■ THE INPUT:
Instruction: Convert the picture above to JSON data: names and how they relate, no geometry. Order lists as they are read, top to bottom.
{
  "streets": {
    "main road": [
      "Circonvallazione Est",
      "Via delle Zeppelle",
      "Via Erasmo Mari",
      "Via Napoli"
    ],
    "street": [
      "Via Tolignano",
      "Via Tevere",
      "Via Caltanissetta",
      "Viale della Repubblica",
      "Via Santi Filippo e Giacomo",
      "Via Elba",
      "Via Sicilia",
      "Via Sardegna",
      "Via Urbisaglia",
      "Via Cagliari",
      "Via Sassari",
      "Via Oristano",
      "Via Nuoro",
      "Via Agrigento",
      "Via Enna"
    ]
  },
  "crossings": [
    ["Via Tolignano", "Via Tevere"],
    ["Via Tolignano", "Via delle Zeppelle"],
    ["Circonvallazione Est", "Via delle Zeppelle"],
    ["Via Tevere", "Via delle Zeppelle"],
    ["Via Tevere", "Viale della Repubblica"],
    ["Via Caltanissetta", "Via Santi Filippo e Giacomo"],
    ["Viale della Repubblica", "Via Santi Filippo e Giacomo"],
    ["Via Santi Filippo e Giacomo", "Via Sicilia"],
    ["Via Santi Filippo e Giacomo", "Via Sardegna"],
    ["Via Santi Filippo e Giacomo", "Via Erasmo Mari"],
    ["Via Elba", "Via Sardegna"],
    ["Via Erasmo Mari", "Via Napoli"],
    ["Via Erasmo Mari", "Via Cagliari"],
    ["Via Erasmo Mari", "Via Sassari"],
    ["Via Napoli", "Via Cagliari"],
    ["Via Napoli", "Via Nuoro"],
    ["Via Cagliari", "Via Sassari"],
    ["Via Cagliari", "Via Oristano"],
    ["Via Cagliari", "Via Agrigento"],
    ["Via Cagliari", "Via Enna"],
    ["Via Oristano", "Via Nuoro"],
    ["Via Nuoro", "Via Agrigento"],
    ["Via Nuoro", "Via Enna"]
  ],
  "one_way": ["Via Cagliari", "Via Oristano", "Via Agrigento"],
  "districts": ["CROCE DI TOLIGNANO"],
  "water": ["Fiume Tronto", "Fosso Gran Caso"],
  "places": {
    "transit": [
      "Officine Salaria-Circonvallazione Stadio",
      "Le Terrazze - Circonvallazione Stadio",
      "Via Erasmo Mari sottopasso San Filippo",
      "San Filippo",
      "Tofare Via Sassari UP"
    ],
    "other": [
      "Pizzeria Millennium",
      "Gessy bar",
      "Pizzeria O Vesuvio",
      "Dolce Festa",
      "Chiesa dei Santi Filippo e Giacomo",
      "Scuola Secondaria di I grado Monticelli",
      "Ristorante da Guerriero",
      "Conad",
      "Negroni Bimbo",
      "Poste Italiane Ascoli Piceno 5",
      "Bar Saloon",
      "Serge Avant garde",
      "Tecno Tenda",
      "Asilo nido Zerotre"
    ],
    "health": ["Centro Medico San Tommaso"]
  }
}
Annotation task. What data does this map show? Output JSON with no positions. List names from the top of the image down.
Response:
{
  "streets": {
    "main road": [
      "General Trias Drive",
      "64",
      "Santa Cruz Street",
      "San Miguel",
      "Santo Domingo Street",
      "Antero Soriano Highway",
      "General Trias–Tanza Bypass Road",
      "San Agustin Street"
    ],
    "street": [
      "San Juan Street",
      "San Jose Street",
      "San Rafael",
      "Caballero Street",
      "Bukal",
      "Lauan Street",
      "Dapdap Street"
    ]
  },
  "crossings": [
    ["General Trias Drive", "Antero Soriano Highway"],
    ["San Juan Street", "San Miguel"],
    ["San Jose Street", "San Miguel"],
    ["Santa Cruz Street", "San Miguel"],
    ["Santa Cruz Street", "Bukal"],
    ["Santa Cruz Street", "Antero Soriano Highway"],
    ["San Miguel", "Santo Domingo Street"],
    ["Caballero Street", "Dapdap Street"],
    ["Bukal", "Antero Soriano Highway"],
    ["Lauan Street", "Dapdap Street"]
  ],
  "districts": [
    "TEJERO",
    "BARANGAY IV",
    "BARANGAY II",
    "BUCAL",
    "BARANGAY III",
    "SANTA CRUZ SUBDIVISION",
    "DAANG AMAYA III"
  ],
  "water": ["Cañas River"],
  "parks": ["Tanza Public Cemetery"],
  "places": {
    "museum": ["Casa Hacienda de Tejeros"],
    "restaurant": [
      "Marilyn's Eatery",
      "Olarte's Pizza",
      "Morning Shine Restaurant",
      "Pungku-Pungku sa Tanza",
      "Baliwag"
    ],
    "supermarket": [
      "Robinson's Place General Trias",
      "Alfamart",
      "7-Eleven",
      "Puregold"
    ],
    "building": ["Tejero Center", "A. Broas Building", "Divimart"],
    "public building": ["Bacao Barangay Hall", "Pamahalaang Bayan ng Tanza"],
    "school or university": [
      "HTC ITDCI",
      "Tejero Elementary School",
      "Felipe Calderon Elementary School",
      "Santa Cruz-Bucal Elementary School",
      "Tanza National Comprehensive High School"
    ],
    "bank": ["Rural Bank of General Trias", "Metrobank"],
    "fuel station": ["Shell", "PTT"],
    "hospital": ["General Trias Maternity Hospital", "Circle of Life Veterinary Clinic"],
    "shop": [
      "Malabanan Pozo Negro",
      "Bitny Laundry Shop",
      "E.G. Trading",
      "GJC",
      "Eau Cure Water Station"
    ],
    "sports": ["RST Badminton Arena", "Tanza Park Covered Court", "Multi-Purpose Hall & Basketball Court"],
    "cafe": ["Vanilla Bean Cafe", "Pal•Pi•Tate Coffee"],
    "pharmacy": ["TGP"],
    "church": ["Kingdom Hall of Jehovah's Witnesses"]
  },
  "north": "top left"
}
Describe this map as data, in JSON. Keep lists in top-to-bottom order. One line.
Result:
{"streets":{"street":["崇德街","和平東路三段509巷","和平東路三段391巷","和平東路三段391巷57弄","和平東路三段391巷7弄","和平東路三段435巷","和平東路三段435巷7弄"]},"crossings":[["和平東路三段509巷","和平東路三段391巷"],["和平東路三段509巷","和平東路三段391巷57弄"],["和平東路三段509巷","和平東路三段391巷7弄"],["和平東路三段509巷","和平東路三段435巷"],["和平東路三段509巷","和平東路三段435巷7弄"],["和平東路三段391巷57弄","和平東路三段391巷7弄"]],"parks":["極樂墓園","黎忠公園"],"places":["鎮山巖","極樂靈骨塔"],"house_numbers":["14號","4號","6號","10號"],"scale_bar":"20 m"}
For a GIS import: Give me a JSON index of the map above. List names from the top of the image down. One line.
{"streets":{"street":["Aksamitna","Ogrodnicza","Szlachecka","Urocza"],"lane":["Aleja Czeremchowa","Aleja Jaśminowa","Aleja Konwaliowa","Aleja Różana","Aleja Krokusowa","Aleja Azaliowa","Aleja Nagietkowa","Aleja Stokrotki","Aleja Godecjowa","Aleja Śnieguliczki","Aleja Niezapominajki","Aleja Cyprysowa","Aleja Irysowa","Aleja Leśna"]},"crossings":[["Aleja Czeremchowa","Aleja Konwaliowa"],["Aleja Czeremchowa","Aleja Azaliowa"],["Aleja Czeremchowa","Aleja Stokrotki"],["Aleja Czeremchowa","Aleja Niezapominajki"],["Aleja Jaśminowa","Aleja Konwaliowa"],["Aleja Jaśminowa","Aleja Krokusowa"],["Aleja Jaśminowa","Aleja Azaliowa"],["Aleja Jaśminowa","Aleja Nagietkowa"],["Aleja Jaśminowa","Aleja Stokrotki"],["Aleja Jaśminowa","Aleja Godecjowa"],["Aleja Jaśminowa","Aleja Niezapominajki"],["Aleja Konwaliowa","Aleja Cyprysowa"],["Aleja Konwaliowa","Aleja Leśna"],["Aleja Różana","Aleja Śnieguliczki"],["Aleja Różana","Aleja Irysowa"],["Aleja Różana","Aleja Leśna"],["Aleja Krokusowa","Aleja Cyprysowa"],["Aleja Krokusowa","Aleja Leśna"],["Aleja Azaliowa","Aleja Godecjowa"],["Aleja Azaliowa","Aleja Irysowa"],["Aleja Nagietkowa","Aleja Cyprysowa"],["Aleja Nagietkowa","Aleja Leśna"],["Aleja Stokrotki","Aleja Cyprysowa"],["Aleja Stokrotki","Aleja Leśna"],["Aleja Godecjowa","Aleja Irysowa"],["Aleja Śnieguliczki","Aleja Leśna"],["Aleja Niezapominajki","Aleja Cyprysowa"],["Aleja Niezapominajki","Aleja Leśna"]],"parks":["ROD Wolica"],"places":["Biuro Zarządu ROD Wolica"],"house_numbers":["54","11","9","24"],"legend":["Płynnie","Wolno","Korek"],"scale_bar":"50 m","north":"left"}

■ TASK INSTRUCTIONS: Restate precisely, and with nothing added, the lines from the one with "For a GIS import: Give" through the final line of the material.

■ REPLY TO THE TASK:
For a GIS import: Give me a JSON index of the map above. List names from the top of the image down. One line.
{"streets":{"street":["Aksamitna","Ogrodnicza","Szlachecka","Urocza"],"lane":["Aleja Czeremchowa","Aleja Jaśminowa","Aleja Konwaliowa","Aleja Różana","Aleja Krokusowa","Aleja Azaliowa","Aleja Nagietkowa","Aleja Stokrotki","Aleja Godecjowa","Aleja Śnieguliczki","Aleja Niezapominajki","Aleja Cyprysowa","Aleja Irysowa","Aleja Leśna"]},"crossings":[["Aleja Czeremchowa","Aleja Konwaliowa"],["Aleja Czeremchowa","Aleja Azaliowa"],["Aleja Czeremchowa","Aleja Stokrotki"],["Aleja Czeremchowa","Aleja Niezapominajki"],["Aleja Jaśminowa","Aleja Konwaliowa"],["Aleja Jaśminowa","Aleja Krokusowa"],["Aleja Jaśminowa","Aleja Azaliowa"],["Aleja Jaśminowa","Aleja Nagietkowa"],["Aleja Jaśminowa","Aleja Stokrotki"],["Aleja Jaśminowa","Aleja Godecjowa"],["Aleja Jaśminowa","Aleja Niezapominajki"],["Aleja Konwaliowa","Aleja Cyprysowa"],["Aleja Konwaliowa","Aleja Leśna"],["Aleja Różana","Aleja Śnieguliczki"],["Aleja Różana","Aleja Irysowa"],["Aleja Różana","Aleja Leśna"],["Aleja Krokusowa","Aleja Cyprysowa"],["Aleja Krokusowa","Aleja Leśna"],["Aleja Azaliowa","Aleja Godecjowa"],["Aleja Azaliowa","Aleja Irysowa"],["Aleja Nagietkowa","Aleja Cyprysowa"],["Aleja Nagietkowa","Aleja Leśna"],["Aleja Stokrotki","Aleja Cyprysowa"],["Aleja Stokrotki","Aleja Leśna"],["Aleja Godecjowa","Aleja Irysowa"],["Aleja Śnieguliczki","Aleja Leśna"],["Aleja Niezapominajki","Aleja Cyprysowa"],["Aleja Niezapominajki","Aleja Leśna"]],"parks":["ROD Wolica"],"places":["Biuro Zarządu ROD Wolica"],"house_numbers":["54","11","9","24"],"legend":["Płynnie","Wolno","Korek"],"scale_bar":"50 m","north":"left"}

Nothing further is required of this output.